Algebraic localization implies exponential localization in non-periodic insulators

Exponentially-localized Wannier functions are a basis of the Fermi projection of a Hamiltonian consisting of functions which decay exponentially quickly in space. In two and three spatial dimensions, it is well understood for periodic insulators that exponentially-localized Wannier functions exist if and only if there exists an orthonormal basis for the Fermi projection with finite second moment (i.e. all basis elements satisfy $\int |\boldsymbol{x}|^2 |w(\boldsymbol{x})|^2 \,\text{d}{\boldsymbol{x}} < \infty$). In this work, we establish a similar result for non-periodic insulators in two spatial dimensions.
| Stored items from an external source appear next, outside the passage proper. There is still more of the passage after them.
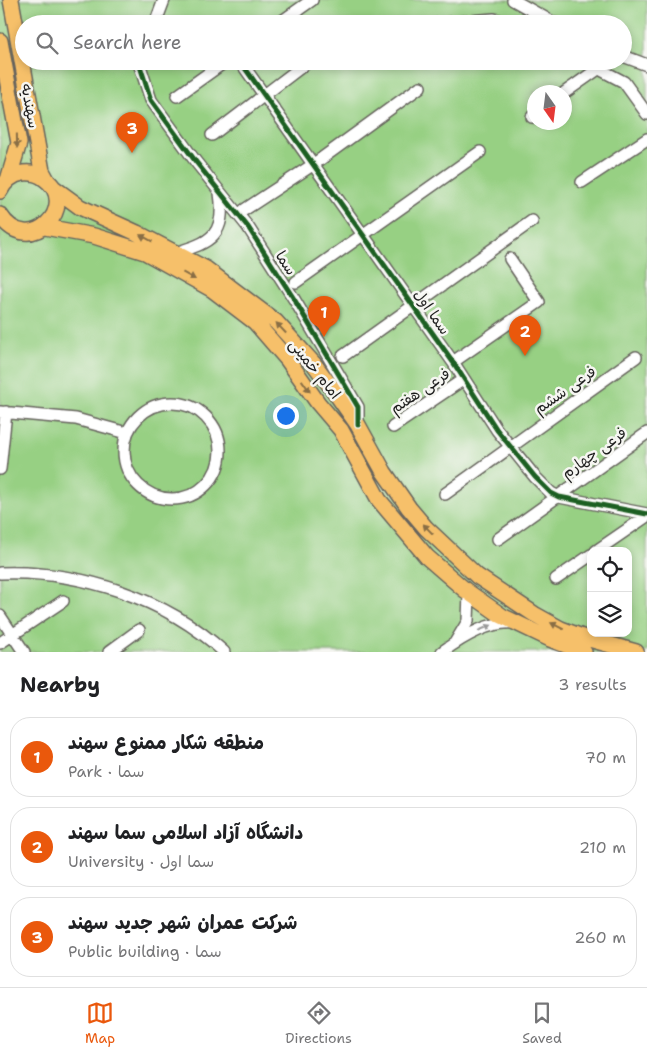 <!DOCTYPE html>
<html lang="en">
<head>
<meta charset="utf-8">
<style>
	:root { --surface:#fff; --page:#f2f2f2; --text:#202124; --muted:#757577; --line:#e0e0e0; --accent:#ea580c }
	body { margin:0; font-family:"Shantell Sans","Playpen Sans Arabic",sans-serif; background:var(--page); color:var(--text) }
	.controls { position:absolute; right:15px; bottom:15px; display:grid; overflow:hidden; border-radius:10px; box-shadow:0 2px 8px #0003 }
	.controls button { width:45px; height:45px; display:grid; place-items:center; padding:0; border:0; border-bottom:1px solid var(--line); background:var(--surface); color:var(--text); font:25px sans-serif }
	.compass { position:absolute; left:527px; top:85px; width:45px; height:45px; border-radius:50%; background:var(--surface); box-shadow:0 2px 8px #0003; rotate:166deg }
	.you { position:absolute; left:285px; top:415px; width:18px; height:18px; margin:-12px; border:4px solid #fff; border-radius:50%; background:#1a73e8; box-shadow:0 0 0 8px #1a73e833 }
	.badge { display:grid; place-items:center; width:32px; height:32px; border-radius:50%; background:var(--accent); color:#fff; font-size:16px; font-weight:700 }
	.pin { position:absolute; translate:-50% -41px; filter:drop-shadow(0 1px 2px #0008) }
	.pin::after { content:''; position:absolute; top:26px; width:18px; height:15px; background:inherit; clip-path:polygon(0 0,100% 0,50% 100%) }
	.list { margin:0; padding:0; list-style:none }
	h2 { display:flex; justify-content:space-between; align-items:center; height:65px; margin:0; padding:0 20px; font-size:21px }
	h2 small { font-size:16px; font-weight:400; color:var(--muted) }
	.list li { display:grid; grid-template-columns:32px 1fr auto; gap:15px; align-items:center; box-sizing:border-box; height:80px; margin:0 10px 10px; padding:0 10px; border:1px solid var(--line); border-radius:20px }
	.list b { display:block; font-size:19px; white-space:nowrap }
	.list p { margin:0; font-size:16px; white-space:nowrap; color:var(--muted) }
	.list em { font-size:16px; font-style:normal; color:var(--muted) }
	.icon { flex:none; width:28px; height:28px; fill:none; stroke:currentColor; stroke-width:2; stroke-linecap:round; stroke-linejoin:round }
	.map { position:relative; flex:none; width:647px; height:652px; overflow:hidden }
	.search { position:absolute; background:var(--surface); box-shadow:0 2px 8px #0003; left:15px; right:15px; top:15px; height:55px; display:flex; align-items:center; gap:12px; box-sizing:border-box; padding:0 18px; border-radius:28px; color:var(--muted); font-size:19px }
	.sheet { height:335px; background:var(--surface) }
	nav { display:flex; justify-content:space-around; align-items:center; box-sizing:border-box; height:70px; border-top:1px solid var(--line); background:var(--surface); font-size:14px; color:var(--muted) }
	nav a { display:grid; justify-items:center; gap:2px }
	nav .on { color:var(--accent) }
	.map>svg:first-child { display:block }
	.green { fill:#97d083; stroke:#5a7650; fill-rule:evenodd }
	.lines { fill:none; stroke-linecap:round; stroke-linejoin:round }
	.minor-casing { stroke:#66645d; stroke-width:14 }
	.major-casing { stroke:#66645d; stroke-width:18 }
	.minor { stroke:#fff; stroke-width:11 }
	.major { stroke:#f6c06b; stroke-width:15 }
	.cycleway-casing { stroke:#f6f6f2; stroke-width:8 }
	.cycleway { stroke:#1b5e20; stroke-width:5 }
	.oneway { fill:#896e44 }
	.oneway2 { fill:#999 }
	.labels { text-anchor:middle; stroke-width:5; stroke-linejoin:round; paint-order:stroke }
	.street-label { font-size:15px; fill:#1c1c1c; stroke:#f6f6f2 }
</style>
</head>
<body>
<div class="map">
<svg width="647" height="652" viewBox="0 0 647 652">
	<rect width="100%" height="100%" fill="#f6f6f2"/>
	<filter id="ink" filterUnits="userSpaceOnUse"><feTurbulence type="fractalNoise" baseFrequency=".02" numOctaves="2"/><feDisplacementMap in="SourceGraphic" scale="10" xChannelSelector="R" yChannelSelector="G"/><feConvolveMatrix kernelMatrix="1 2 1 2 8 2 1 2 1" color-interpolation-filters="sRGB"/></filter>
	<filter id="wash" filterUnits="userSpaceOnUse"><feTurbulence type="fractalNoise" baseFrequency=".0096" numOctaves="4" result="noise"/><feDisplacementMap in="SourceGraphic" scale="20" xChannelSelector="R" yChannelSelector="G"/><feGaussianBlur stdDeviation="1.12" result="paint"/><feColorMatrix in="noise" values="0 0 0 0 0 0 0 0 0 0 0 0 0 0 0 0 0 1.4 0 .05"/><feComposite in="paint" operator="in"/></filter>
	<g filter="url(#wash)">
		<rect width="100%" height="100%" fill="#f0ead6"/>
		<path class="green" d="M0,0H647V652H0ZM24,24H623V61H24ZM534,92H564V122H534ZM591,551H628V633H591Z"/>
	</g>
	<g filter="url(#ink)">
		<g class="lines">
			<g class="minor-casing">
				<path id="minor" d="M513,0L556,24
					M155,24L164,0
					M278,24L312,0
					M435,24L494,19L512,24
					M623,56L647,65
					M142,61L140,66L151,100L196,162L248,227L294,299L358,407V425
					M240,61L453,362L497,430L535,477L551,493L559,497L647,514
					M584,61L624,82L647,114
					M564,93L598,69
					M177,96L226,61
					M532,117L534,115
					M212,135L309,61
					M582,182L647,139
					M244,210L314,164L420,87
					M175,253C212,242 226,235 220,193
					M296,282L480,152
					M343,356L532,221
					M453,362L539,302L510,259
					M124 451a48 48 0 1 1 96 0a48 48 0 1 1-96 0Z
					M0,412L76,419L127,433
					M393,427L464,379
					M0,469L6,412
					M445,494L636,357
					M498,539L647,433
					M596,551L647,516
					M0,573C79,570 166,598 224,652
					M556,579L591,555
					M0,616L24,652
					M456,641L468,621L469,593
					M0,643L63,601
					M109,652L139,630
					M442,652C461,638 490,620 515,623"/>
			</g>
			<g class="major-casing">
				<path id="major" d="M11,0L42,171L47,180
					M0,41L19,143L8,180
					M54,188L80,207L137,233L206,269L276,322L314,364L337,395L358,425L384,472L409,508L426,528L477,576L534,614L561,629L582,637L636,652
					M0,191C4,182 13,174 23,173C31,172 39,174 45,179C81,205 29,260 0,215
					M45,227L94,236L145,252L213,290L255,322L287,359L318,403L341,430L379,500L427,557L465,590L502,616L550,639L584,652"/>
			</g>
			<use href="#minor" class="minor"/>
			<use href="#major" class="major"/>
			<g class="cycleway-casing">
				<path id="cycleway" d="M142,61L140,66L151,100L196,162L248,227L294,299L358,407V425
					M240,61L453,362L497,430L535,477L551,493L559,497L647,514"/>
			</g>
			<use href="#cycleway" class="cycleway"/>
		</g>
		<defs><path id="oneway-solid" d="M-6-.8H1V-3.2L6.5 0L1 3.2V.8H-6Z" transform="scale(1.25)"/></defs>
		<g class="oneway">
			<use href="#oneway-solid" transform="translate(17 141) rotate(89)"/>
			<use href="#oneway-solid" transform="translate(146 238) rotate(-152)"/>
			<use href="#oneway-solid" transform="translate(189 276) rotate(29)"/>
			<use href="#oneway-solid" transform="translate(281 328) rotate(-133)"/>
			<use href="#oneway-solid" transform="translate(306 386) rotate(55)"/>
			<use href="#oneway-solid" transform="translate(428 529) rotate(-134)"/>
			<use href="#oneway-solid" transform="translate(557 626) rotate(-153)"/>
		</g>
		<use class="oneway2" href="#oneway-solid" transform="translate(485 628) rotate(-23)"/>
	</g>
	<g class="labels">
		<g class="street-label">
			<text transform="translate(30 106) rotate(80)" y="5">سهندیه</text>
			<text transform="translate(286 263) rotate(57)" y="5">سما</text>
			<text transform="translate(432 312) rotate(55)" y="5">سما اول</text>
			<text transform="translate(315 369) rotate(51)" y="5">امام خمینی</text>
			<text transform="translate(565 390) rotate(-35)" y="5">فرعی ششم</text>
			<text transform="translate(420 391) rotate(-34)" y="5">فرعی هفتم</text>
			<text transform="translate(594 453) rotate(-36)" y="5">فرعی چهارم</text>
		</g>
	</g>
</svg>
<div class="controls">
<button><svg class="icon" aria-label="locate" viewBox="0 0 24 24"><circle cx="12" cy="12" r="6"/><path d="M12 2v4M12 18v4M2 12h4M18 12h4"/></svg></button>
<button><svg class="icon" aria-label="layers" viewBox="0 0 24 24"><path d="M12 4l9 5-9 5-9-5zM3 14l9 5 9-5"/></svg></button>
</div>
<svg class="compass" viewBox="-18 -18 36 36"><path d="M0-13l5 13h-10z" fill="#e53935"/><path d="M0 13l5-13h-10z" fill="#757577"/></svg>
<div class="you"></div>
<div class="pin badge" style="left:324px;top:337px">1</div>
<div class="pin badge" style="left:525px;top:356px">2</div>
<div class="pin badge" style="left:132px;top:153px">3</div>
<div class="search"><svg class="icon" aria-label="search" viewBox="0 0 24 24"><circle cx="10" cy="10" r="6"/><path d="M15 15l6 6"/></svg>Search here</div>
</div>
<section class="sheet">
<h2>Nearby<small>3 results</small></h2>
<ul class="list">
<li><span class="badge">1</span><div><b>منطقه شکار ممنوع سهند</b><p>Park · سما</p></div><em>70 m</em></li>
<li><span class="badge">2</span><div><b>دانشگاه آزاد اسلامی سما سهند</b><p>University · سما اول</p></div><em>210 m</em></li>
<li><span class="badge">3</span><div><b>شرکت عمران شهر جدید سهند</b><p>Public building · سما</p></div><em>260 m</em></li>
</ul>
</section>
<nav>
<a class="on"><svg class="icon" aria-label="map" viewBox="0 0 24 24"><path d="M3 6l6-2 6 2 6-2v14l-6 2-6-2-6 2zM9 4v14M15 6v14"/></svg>Map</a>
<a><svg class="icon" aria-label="directions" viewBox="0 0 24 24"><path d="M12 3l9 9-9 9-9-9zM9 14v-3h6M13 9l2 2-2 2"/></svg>Directions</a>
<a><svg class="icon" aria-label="saved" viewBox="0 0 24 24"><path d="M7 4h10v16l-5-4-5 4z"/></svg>Saved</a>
</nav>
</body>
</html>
In particular, we prove that if there exists an orthonormal basis for the Fermi projection which satisfies $\int |\boldsymbol{x}|^{5 + \epsilon} |w(\boldsymbol{x})|^2 \,\text{d}{\boldsymbol{x}} < \infty$ for some $\epsilon > 0$ then there also exists an orthonormal basis for the Fermi projection which decays exponentially quickly in space. This result lends support to the Localization Dichotomy Conjecture for non-periodic systems recently proposed by Marcelli, Monaco, Moscolari, and Panati.